L’expression des besoins : clé de voûte d’une réussite commerciale.

Trop de systèmes et de solutions naissent mort-nés car ils ne répondent pas aux besoins ou aux capacités techniques du marché. En clair, il est impératif, avant de lancer un projet, de prendre en considération les demandes des clients (utilisateurs, voyageurs, travel managers, acheteurs…) mais également les impératifs et les limitations imposées par l’avancée technologique des prestataires et des fournisseurs.

Sur ce point, le BTS (Business Travel Show) de Londres, qui se déroule cette semaine, va une nouvelle fois permettre, à un grand nombre de jeunes pousses, de présenter une foultitude d’innovations dont certaines rencontreront un succès évident. Mais y-a-t’il une différence entre la rupture technico-commerciale à la française et l’approche anglo-saxonne ? Eh bien la réponse est affirmative et explique la raison pour laquelle les Anglais sont souvent plus réactifs que nous.

Nos amis d’outre-Manche sont très à l’écoute du marché et aiment poser les bonnes questions avant de lancer un produit ou un service. Cette phase de pré-étude est, chez eux, beaucoup plus importante que dans l’Europe du sud plus soumise au dictat du "je pense donc j’ai raison" émanant souvent d’une personne même pas impliquée dans la stratégie de l’entreprise.... Est-ce pour cela qu’ils ont plus de réussite ? Oui mais en partie seulement car c’est dans leur vision stratégique et dans la façon de la défendre (à l’exception du Brexit il vas de soi…) que réside leur force de frappe. En clair, en ayant fait une approche commerciale et technique souvent ultra-fouillée, ils ouvrent les yeux aux investisseurs et au marché qui, rassuré par la qualité de la pré-étude accordent plus d’attention et d’écoute. Ces "business angels" et ces décideurs savent qu’un vrai "business case" multicritères a été fait en amont du projet. Ils ont plus confiance envers les innovations et inventions proposées et ils ne rejettent pas les phases de test marché voir la primo-utilisation. Il est donc plus facile, pour les jeunes pousses, de faire leur preuve et de montrer que la solution qu’ils proposent est la bonne.

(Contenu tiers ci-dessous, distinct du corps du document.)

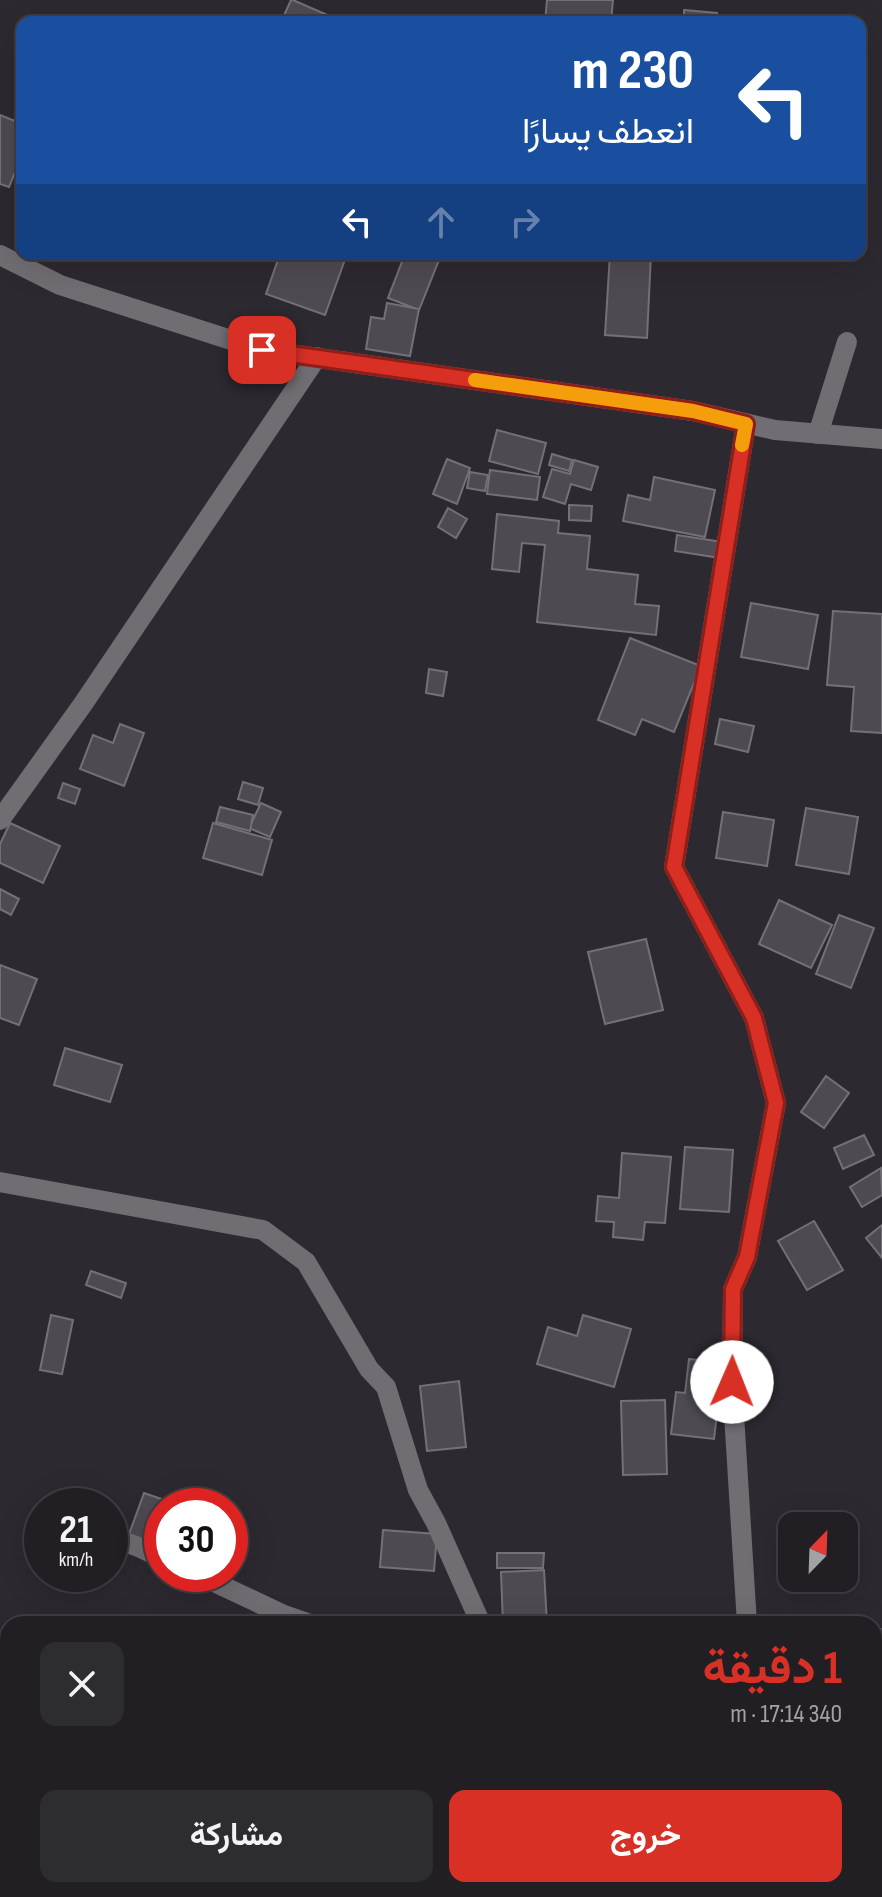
<!DOCTYPE html>
<html lang="ar">
<head>
<meta charset="utf-8">
<style>
	body { margin:0; font-family:"Sofia Sans Condensed",Vazirmatn,sans-serif; background:#2d2c31; color:#f1f3f6; direction:rtl; height:100vh; display:flex; flex-direction:column; font-size:30px; white-space:nowrap }
	* { box-sizing:border-box; margin:0 }
	p { font-size:26px; color:#a2a2a6 }
	.icon { flex:none; width:44px; height:44px; fill:none; stroke:currentColor; stroke-width:2; stroke-linecap:round; stroke-linejoin:round }
	.map { position:relative; flex:1; overflow:hidden; direction:ltr }
	.sheet { position:absolute; left:0px; top:1616px; width:882px; height:282px; display:flex; flex-direction:column; background:#211f24; border-radius:24px 24px 0 0; box-shadow:0 8px 32px #0002,0 0 0 2px #3e3d41; direction:rtl }
	.sheet>* { flex:none }
	.hud { position:absolute; left:16px; top:16px; width:850px; height:244px; border-radius:16px; box-shadow:0 8px 32px #0002,0 0 0 2px #3e3d41; direction:rtl; background:#1a4fa0; color:#fff; overflow:hidden }
	.needle { width:52px; rotate:23deg }
	.tools { position:absolute; left:778px; top:1512px; display:grid; gap:16px }
	.tools a { display:grid; place-items:center; width:80px; height:80px; border-radius:16px; background:#211f24; box-shadow:0 8px 32px #0002,0 0 0 2px #3e3d41; font-size:40px }
	.speed { position:absolute; left:24px; top:1488px; display:flex; gap:16px; font-size:40px; font-weight:700; text-align:center }
	.speed>* { display:grid; place-content:center; width:104px; height:104px; border-radius:50%; background:#211f24; box-shadow:0 8px 32px #0002,0 0 0 2px #3e3d41; line-height:1 }
	.speed small { font-size:20px; font-weight:400 }
	.speed .limit { border:12px solid #d22; background:#fff; color:#111 }
	.pin { position:absolute; display:grid; place-items:center; width:68px; height:68px; color:#fff; margin:-34px; border-radius:16px; box-shadow:0 4px 12px #0006 }
	.me { position:absolute; width:88px; margin:-44px; rotate:1deg; stroke-linejoin:round; filter:drop-shadow(0 0 6px #0008) }
	.turn { display:flex; align-items:center; gap:28px; height:168px; padding:0 40px; font-size:36px }
	.turn .icon { width:104px; height:104px; stroke-width:2.5 }
	.turn b { display:block; font-size:56px; line-height:68px }
	.lanes { display:flex; align-items:center; height:76px; padding:0 40px; background:#0003; justify-content:center; gap:40px; direction:ltr }
	.lanes .off { opacity:.35 }
	.round { display:grid; place-items:center; flex:none; width:84px; height:84px; border-radius:16px; background:#2d2c31 }
	.headline { display:flex; align-items:center; justify-content:space-between; height:136px; padding:0 40px }
	h1 { font-size:48px; font-weight:700; line-height:60px; color:#d93025 }
	.primary-button { display:flex; gap:16px; margin-top:auto; padding:16px 40px }
	.primary-button a { flex:1; height:92px; border-radius:16px; background:#d93025; color:#fff; font-size:32px; font-weight:700; line-height:92px; text-align:center }
	.primary-button a+a { background:#2d2c31; color:#f1f3f6 }
	.map>svg:first-child { display:block }
</style>
</head>
<body>
<div class="map">
<svg width="882" height="1897" viewBox="0 0 882 1897">
	<rect width="100%" height="100%" fill="#2c2930"/>
	<g fill="#4e4a52" stroke="#747078" stroke-width="2">
		<polygon points="291,0 293,0 341,21 281,22"/>
		<polygon points="547,0 613,0 611,22 545,22"/>
		<polygon points="684,10 717,13 716,22 684,22"/>
		<polygon points="0,115 22,124 22,155 9,187 0,184"/>
		<polygon points="280,254 347,254 325,315 266,294"/>
		<polygon points="405,254 423,254 439,260 419,310 388,298"/>
		<polygon points="610,254 651,254 647,338 605,335"/>
		<polygon points="387,303 419,309 410,356 366,349 371,317 384,319"/>
		<polygon points="497,430 546,443 538,474 489,461"/>
		<polygon points="552,454 572,460 569,471 549,465"/>
		<polygon points="447,459 470,468 457,504 433,494"/>
		<polygon points="574,460 598,467 591,490 571,484 565,504 543,497 552,469 570,474"/>
		<polygon points="490,470 540,477 537,500 487,494"/>
		<polygon points="470,472 488,475 485,491 467,488"/>
		<polygon points="654,477 715,490 705,537 623,521 628,495 650,500"/>
		<polygon points="569,505 592,506 591,521 569,520"/>
		<polygon points="448,508 467,519 456,538 438,527"/>
		<polygon points="497,514 559,521 558,533 590,536 587,569 638,575 635,604 659,606 656,635 537,622 545,545 522,543 519,572 492,569"/>
		<polygon points="677,535 723,542 720,558 675,551"/>
		<polygon points="751,603 818,615 808,669 741,657"/>
		<polygon points="833,611 882,614 882,733 851,731 854,687 827,685"/>
		<polygon points="630,638 701,666 674,732 642,719 635,735 598,720"/>
		<polygon points="429,669 447,672 443,696 426,693"/>
		<polygon points="720,719 754,726 748,752 715,744"/>
		<polygon points="120,724 144,733 124,786 80,769 93,735 113,743"/>
		<polygon points="243,782 263,788 258,805 238,799"/>
		<polygon points="63,783 80,789 75,804 58,798"/>
		<polygon points="261,803 281,812 270,837 249,828"/>
		<polygon points="220,807 253,815 250,831 216,822"/>
		<polygon points="806,808 858,817 849,874 796,865"/>
		<polygon points="723,812 774,820 767,866 716,858"/>
		<polygon points="10,823 60,846 43,883 0,863 0,844"/>
		<polygon points="213,823 272,840 262,875 203,858"/>
		<polygon points="0,889 19,899 11,915 0,909"/>
		<polygon points="779,900 832,925 811,968 759,944"/>
		<polygon points="839,915 874,928 851,988 816,974"/>
		<polygon points="646,939 663,1010 605,1024 588,952"/>
		<polygon points="0,965 37,979 19,1025 0,1018"/>
		<polygon points="65,1048 122,1065 110,1102 54,1085"/>
		<polygon points="826,1076 849,1093 824,1128 801,1112"/>
		<polygon points="864,1135 874,1155 843,1169 834,1148"/>
		<polygon points="685,1147 733,1150 729,1212 680,1209"/>
		<polygon points="622,1153 671,1157 665,1223 645,1222 643,1240 613,1237 614,1222 596,1221 598,1196 619,1198"/>
		<polygon points="881,1168 882,1195 862,1207 850,1187"/>
		<polygon points="814,1221 843,1270 807,1290 778,1241"/>
		<polygon points="882,1225 882,1258 866,1238"/>
		<polygon points="91,1271 126,1283 121,1298 86,1285"/>
		<polygon points="51,1315 73,1320 62,1374 40,1370"/>
		<polygon points="583,1315 631,1329 614,1387 537,1364 548,1327 577,1336"/>
		<polygon points="689,1359 723,1363 714,1439 671,1434 676,1392 685,1393"/>
		<polygon points="459,1381 466,1447 427,1451 420,1386"/>
		<polygon points="665,1400 667,1474 623,1475 621,1401"/>
		<polygon points="144,1493 170,1502 169,1506 162,1506 162,1525 154,1547 128,1537"/>
		<polygon points="383,1530 437,1534 434,1571 380,1567"/>
		<polygon points="497,1553 544,1553 543,1568 497,1568"/>
		<polygon points="544,1570 547,1624 503,1624 501,1572"/>
		<polygon points="882,1629 882,1657 874,1660 874,1632"/>
		<rect x="874" y="1678" width="8" height="23"/>
		<rect x="0" y="1786" width="8" height="70"/>
		<polygon points="71,1890 116,1894 115,1897 70,1897"/>
	</g>
	<g fill="none" stroke-linecap="round" stroke-linejoin="round">
		<g stroke="#706e72" stroke-width="20">
			<polyline points="0,255 60,285 262,350 693,411 775,430 882,439"/>
			<polyline points="746,424 674,867 754,1018 776,1103 747,1257 733,1289 732,1382 747,1624"/>
			<polyline points="818,434 847,342"/>
			<polyline points="0,820 83,704 317,357"/>
			<polyline points="0,1182 263,1230 306,1262 369,1369 386,1387 418,1490 436,1523 481,1624"/>
			<polyline points="110,1537 136,1546 162,1558"/>
			<polyline points="197,1574 284,1615 310,1624"/>
			<polyline points="874,1842 882,1843"/>
			<polyline points="294,1890 515,1897"/>
			<polyline points="650,1890 652,1897"/>
			<polyline points="723,1897 725,1890"/>
		</g>
	</g>
	<g fill="none" stroke-linecap="round" stroke-linejoin="round">
		<g stroke="#8d1f18" stroke-width="20">
			<polyline id="route" points="262,350 693,411 746,424 674,867 754,1018 776,1103 747,1257 733,1289 732,1382"/>
		</g>
		<use href="#route" stroke="#d93025" stroke-width="14"/>
		<polyline stroke="#f59e0b" stroke-width="14" points="475,380 693,411 746,424 742,445"/>
	</g>
</svg>
<div class="tools">
<a><svg class="needle" viewBox="-14 -14 28 28"><path d="M0-13l5 13h-10z" fill="#e53935"/><path d="M0 13l5-13h-10z" fill="#a2a2a6"/></svg></a>
</div>
<div class="speed"><div>21<small>km/h</small></div><div class="limit">30</div></div>
<div class="pin" style="left:262px;top:350px;background:#d93025"><svg class="icon" aria-label="arrive" viewBox="0 0 24 24"><path d="M6 21V4h12l-3 4 3 4H6"/></svg></div>
<svg class="me" style="left:732px;top:1382px" viewBox="-20 -20 40 40"><circle r="19" fill="#fff"/><path d="M0-13L10 11 0 6-10 11z" fill="#d93025"/></svg>
<div class="hud">
<div class="turn"><svg class="icon" aria-label="left" viewBox="0 0 24 24"><path d="M17 20v-9H6M10 6l-5 5 5 5"/></svg><div><b>230 m</b>انعطف يسارًا</div></div>
<div class="lanes"><svg class="icon" aria-label="left" viewBox="0 0 24 24"><path d="M17 20v-9H6M10 6l-5 5 5 5"/></svg><svg class="icon off" aria-label="ahead" viewBox="0 0 24 24"><path d="M12 20V5M6 11l6-6 6 6"/></svg><svg class="icon off" aria-label="right" viewBox="0 0 24 24"><path d="M7 20v-9h11M14 6l5 5-5 5"/></svg></div>
</div>
<section class="sheet">
<div class="headline"><div><h1>1 دقيقة</h1><p>340 m · 17:14</p></div><a class="round"><svg class="icon" aria-label="close" viewBox="0 0 24 24"><path d="M6 6l12 12M18 6L6 18"/></svg></a></div>
<div class="primary-button"><a>خروج</a><a>مشاركة</a></div>
</section>
</div>
</body>
</html>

Sur ce point, ils nous battent à plate couture car beaucoup trop de belles solutions n’arrivent pas à percer car même si elles ont les financements et le support, elles peinent à trouver des décideurs qui auront le courage de tester et de permettre leur industrialisation desdites solutions. C’est dommage car en bloquant ainsi la créativité, nous nous enfonçons dans un marasme et une attitude de suiveur qui n’est jamais propice aux rayonnement du "Proudly Made In France ".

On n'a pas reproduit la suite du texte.